As a dilettante here, I would guess that Chase and Capital One are unlikely to fail, the latter because it has very little brick and mortar, and the former because it has the support of all the wokies in the deep state. I wouldn’t be so sure of Wells Fargo, however.
The problem is that too many people are affected and people have to go somewhere. There is currently an adjustment going on. It started in IT with salaries starting to adjust downwards which was long overdue.
They are called “Too big to fail” for a reason.
These smaller banks usually fail because they are not diversified enough and they get “caught” with their pants down.
I was reading these guys (NYCB) were deep into commercial real estate. That is not a good place to be in NYC.
Chase and Citi are big investment banks.

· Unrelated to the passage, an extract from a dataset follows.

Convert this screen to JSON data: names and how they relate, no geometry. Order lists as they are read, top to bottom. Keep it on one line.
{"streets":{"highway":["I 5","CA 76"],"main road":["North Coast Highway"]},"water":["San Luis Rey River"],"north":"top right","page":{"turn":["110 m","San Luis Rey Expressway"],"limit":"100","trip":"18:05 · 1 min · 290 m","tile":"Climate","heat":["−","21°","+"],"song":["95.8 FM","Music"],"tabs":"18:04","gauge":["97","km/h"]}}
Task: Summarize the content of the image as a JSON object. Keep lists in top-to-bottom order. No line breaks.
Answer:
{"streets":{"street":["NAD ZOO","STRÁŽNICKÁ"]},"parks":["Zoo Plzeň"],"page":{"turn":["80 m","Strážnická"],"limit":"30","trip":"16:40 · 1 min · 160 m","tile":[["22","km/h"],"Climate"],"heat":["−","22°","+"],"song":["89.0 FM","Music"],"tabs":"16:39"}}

Most of those guys are not as exposed to specific market fluctuations as the smaller guys.
This is when you start seeing the “Pac Man” situations that drove the banking boom in the 90’s. The bank I worked for would buy up “little” banks every three months. It was actually exhausting to “merge” with another culture all the time—especially when the rank and file thought it was a “merger”, but it was really a “takeover.”
This happens in one form or another every cycle.
I have some thousands with Well Fargo and will be moving it *all* out in a few days. I had been planning to anyway. So this will leave me with Chase, TD Bank and Fidelity.